What is needed
The response should consist solely of the lines running from the line with "Summarize the content of this" to the end of the data, retyped exactly.

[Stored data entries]
▼

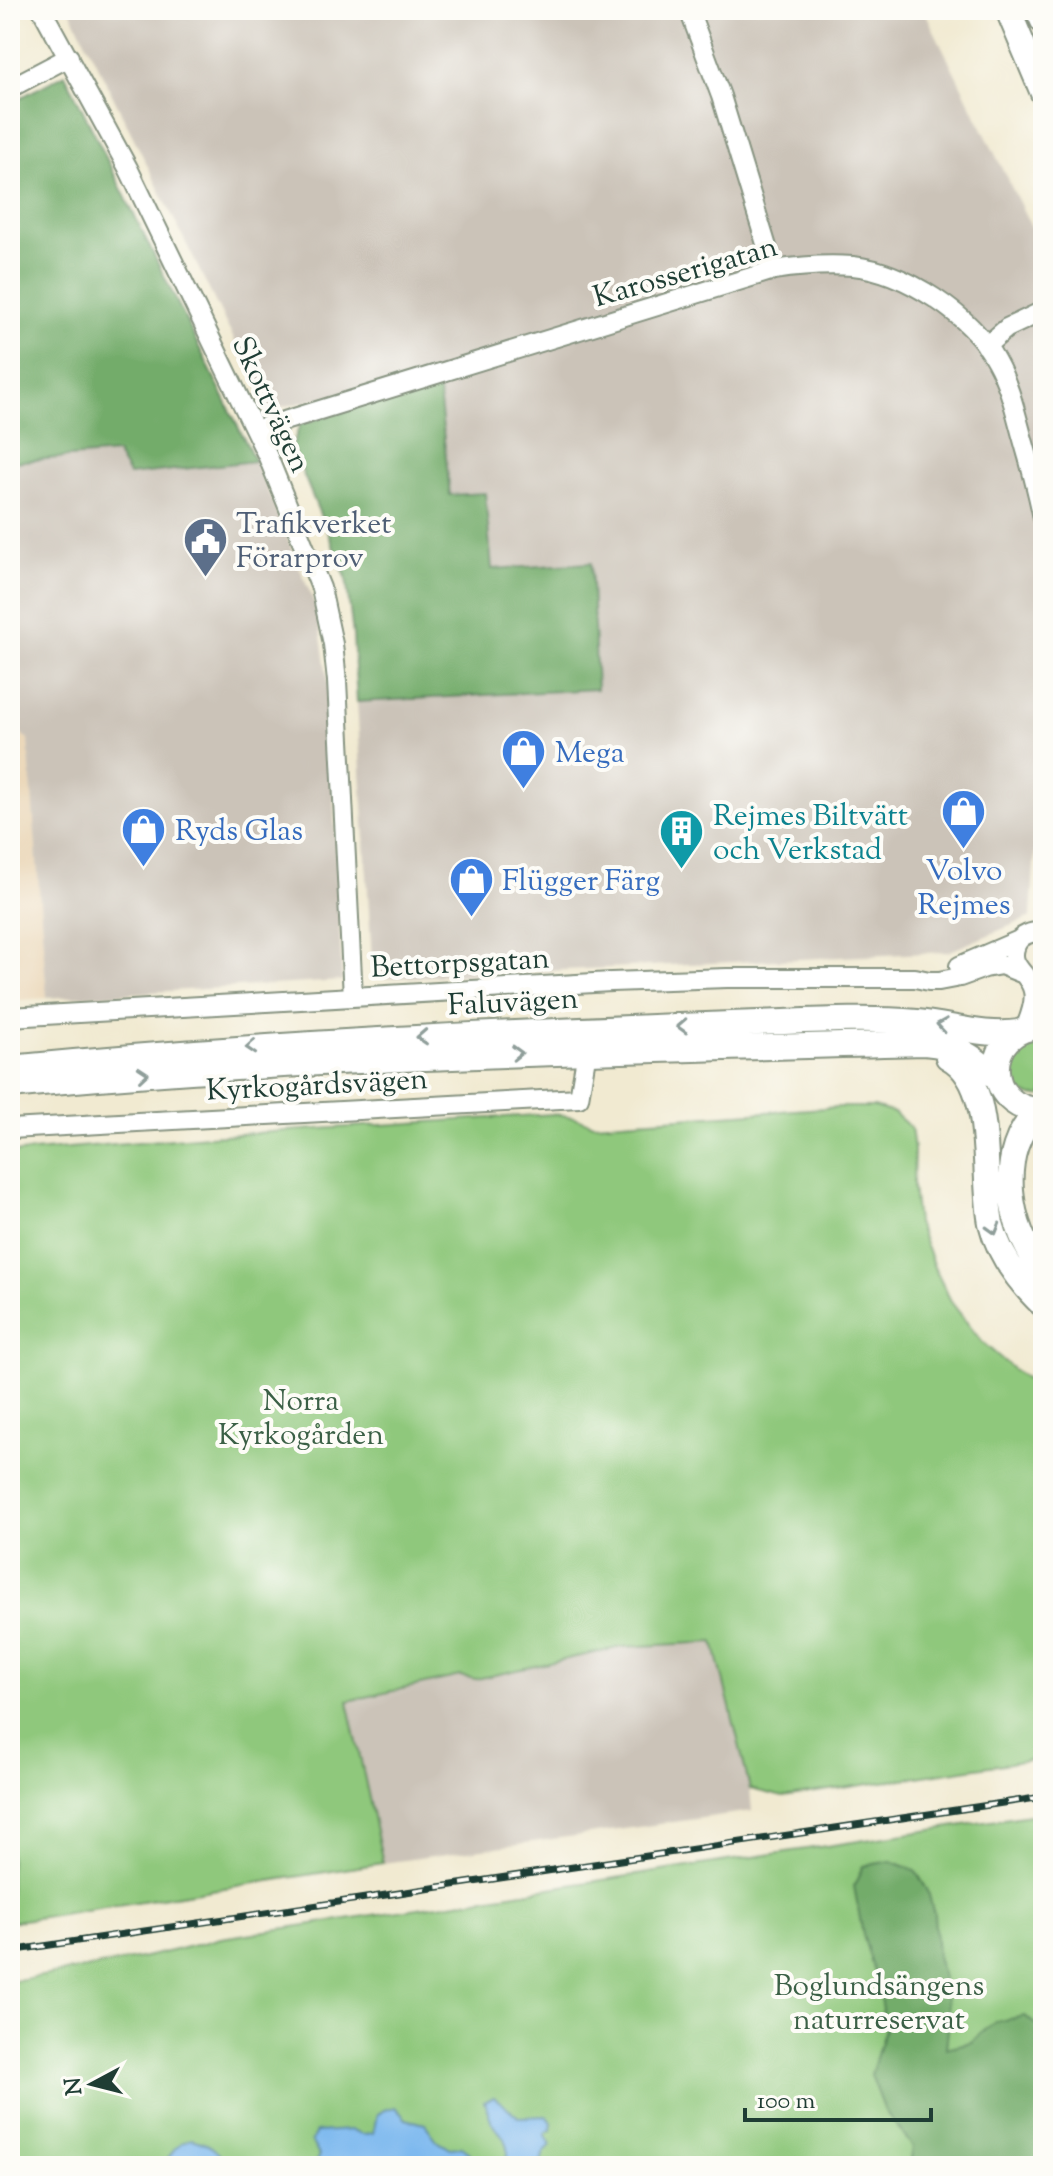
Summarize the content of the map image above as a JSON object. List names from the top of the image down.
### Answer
{
  "streets": {
    "highway": ["Faluvägen"],
    "street": [
      "Karosserigatan",
      "Skottvägen",
      "Bettorpsgatan",
      "Kyrkogårdsvägen"
    ]
  },
  "crossings": [
    ["Karosserigatan", "Skottvägen"],
    ["Skottvägen", "Bettorpsgatan"],
    ["Faluvägen", "Kyrkogårdsvägen"]
  ],
  "parks": ["Norra Kyrkogården", "Boglundsängens naturreservat"],
  "places": {
    "public building": ["Trafikverket Förarprov"],
    "shop": [
      "Mega",
      "Volvo Rejmes",
      "Ryds Glas",
      "Flügger Färg"
    ],
    "building": ["Rejmes Biltvätt och Verkstad"]
  },
  "scale_bar": "100 m",
  "north": "left"
}
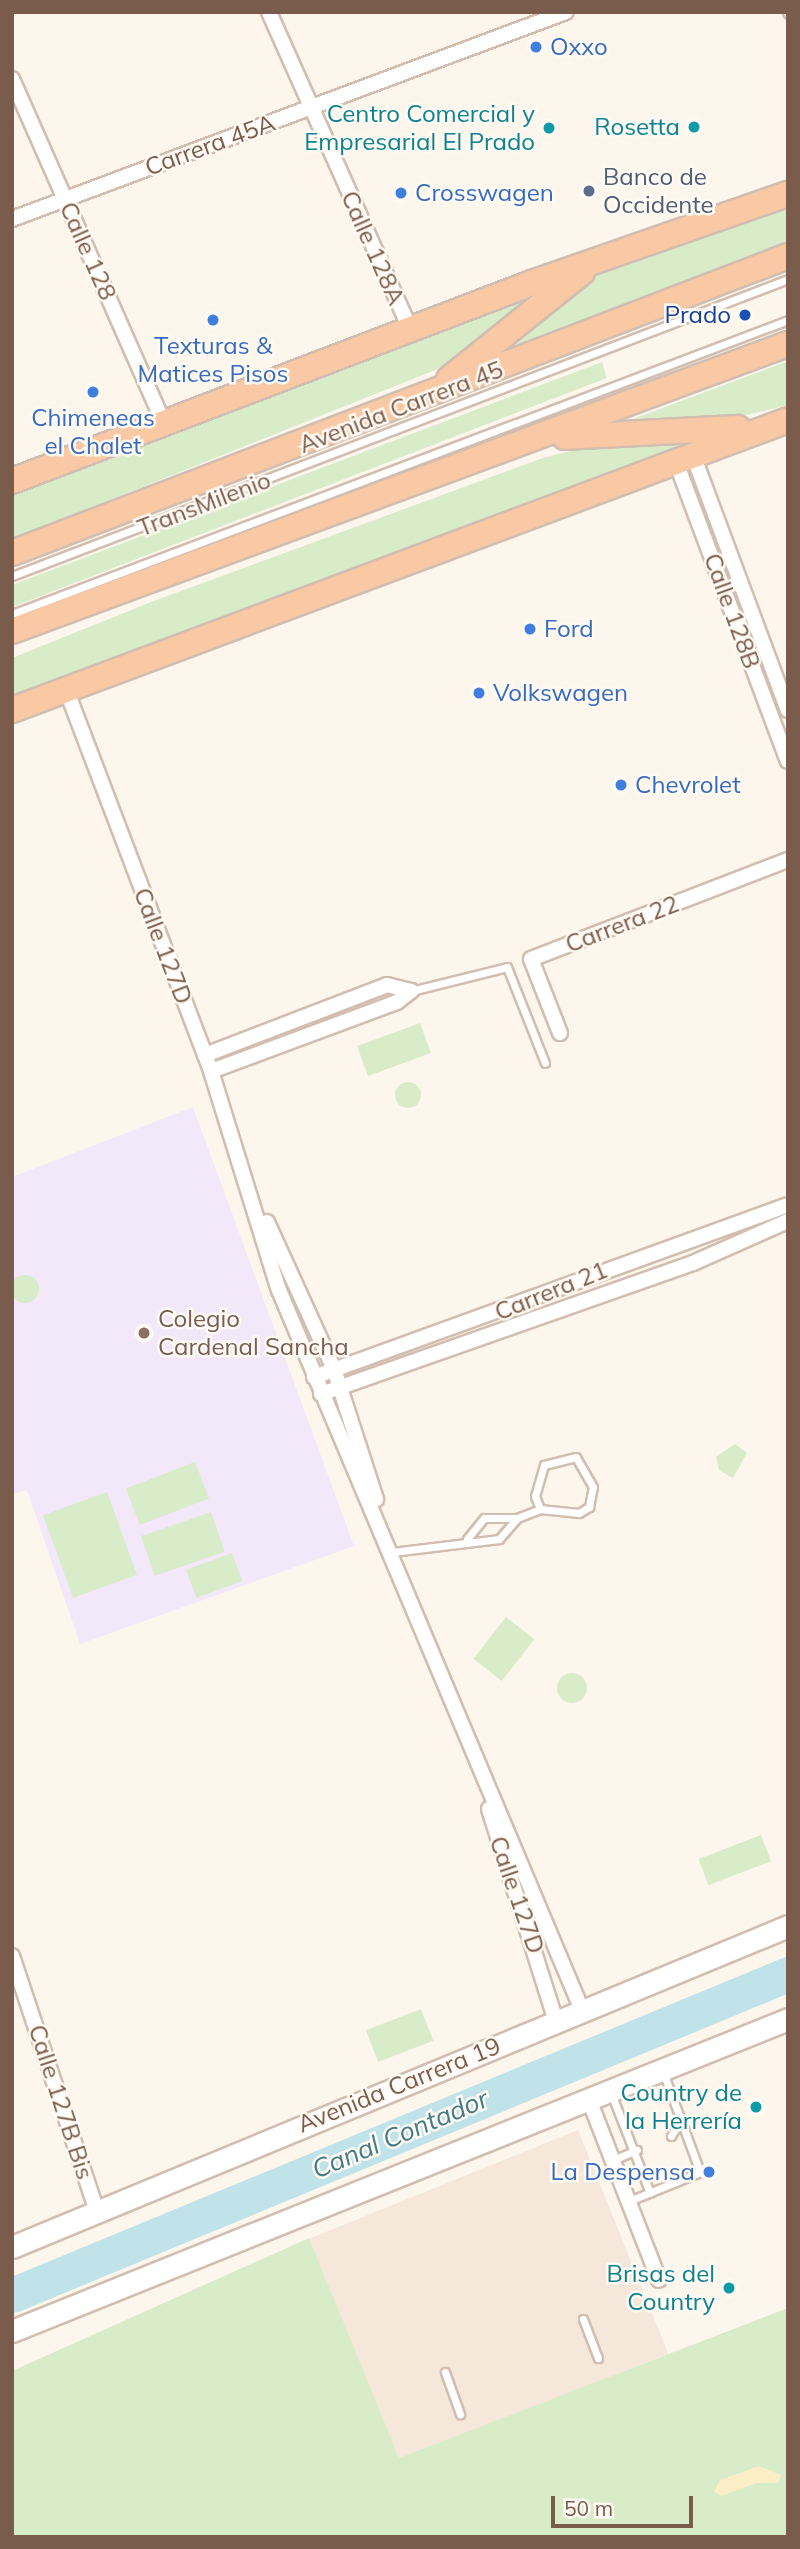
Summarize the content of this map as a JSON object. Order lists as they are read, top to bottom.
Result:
{
  "streets": {
    "highway": ["Avenida Carrera 45"],
    "main road": ["Avenida Carrera 19"],
    "street": [
      "Carrera 45A",
      "Calle 128A",
      "Calle 128",
      "Calle 128B",
      "Carrera 22",
      "Calle 127D",
      "Carrera 21",
      "Calle 127B Bis"
    ],
    "lane": ["TransMilenio"]
  },
  "crossings": [
    ["Carrera 45A", "Calle 128A"],
    ["Carrera 45A", "Calle 128"],
    ["Calle 127D", "Carrera 21"],
    ["Calle 127D", "Avenida Carrera 19"],
    ["Avenida Carrera 19", "Calle 127B Bis"]
  ],
  "water": ["Canal Contador"],
  "places": [
    "Oxxo",
    "Rosetta",
    "Centro Comercial y Empresarial El Prado",
    "Banco de Occidente",
    "Crosswagen",
    "Prado",
    "Texturas & Matices Pisos",
    "Chimeneas el Chalet",
    "Ford",
    "Volkswagen",
    "Chevrolet",
    "Colegio Cardenal Sancha",
    "Country de la Herrería",
    "La Despensa",
    "Brisas del Country"
  ],
  "scale_bar": "50 m"
}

▲

Result for this task
Summarize the content of this map as a JSON object. Order lists as they are read, top to bottom.
Result:
{
  "streets": {
    "highway": ["Avenida Carrera 45"],
    "main road": ["Avenida Carrera 19"],
    "street": [
      "Carrera 45A",
      "Calle 128A",
      "Calle 128",
      "Calle 128B",
      "Carrera 22",
      "Calle 127D",
      "Carrera 21",
      "Calle 127B Bis"
    ],
    "lane": ["TransMilenio"]
  },
  "crossings": [
    ["Carrera 45A", "Calle 128A"],
    ["Carrera 45A", "Calle 128"],
    ["Calle 127D", "Carrera 21"],
    ["Calle 127D", "Avenida Carrera 19"],
    ["Avenida Carrera 19", "Calle 127B Bis"]
  ],
  "water": ["Canal Contador"],
  "places": [
    "Oxxo",
    "Rosetta",
    "Centro Comercial y Empresarial El Prado",
    "Banco de Occidente",
    "Crosswagen",
    "Prado",
    "Texturas & Matices Pisos",
    "Chimeneas el Chalet",
    "Ford",
    "Volkswagen",
    "Chevrolet",
    "Colegio Cardenal Sancha",
    "Country de la Herrería",
    "La Despensa",
    "Brisas del Country"
  ],
  "scale_bar": "50 m"
}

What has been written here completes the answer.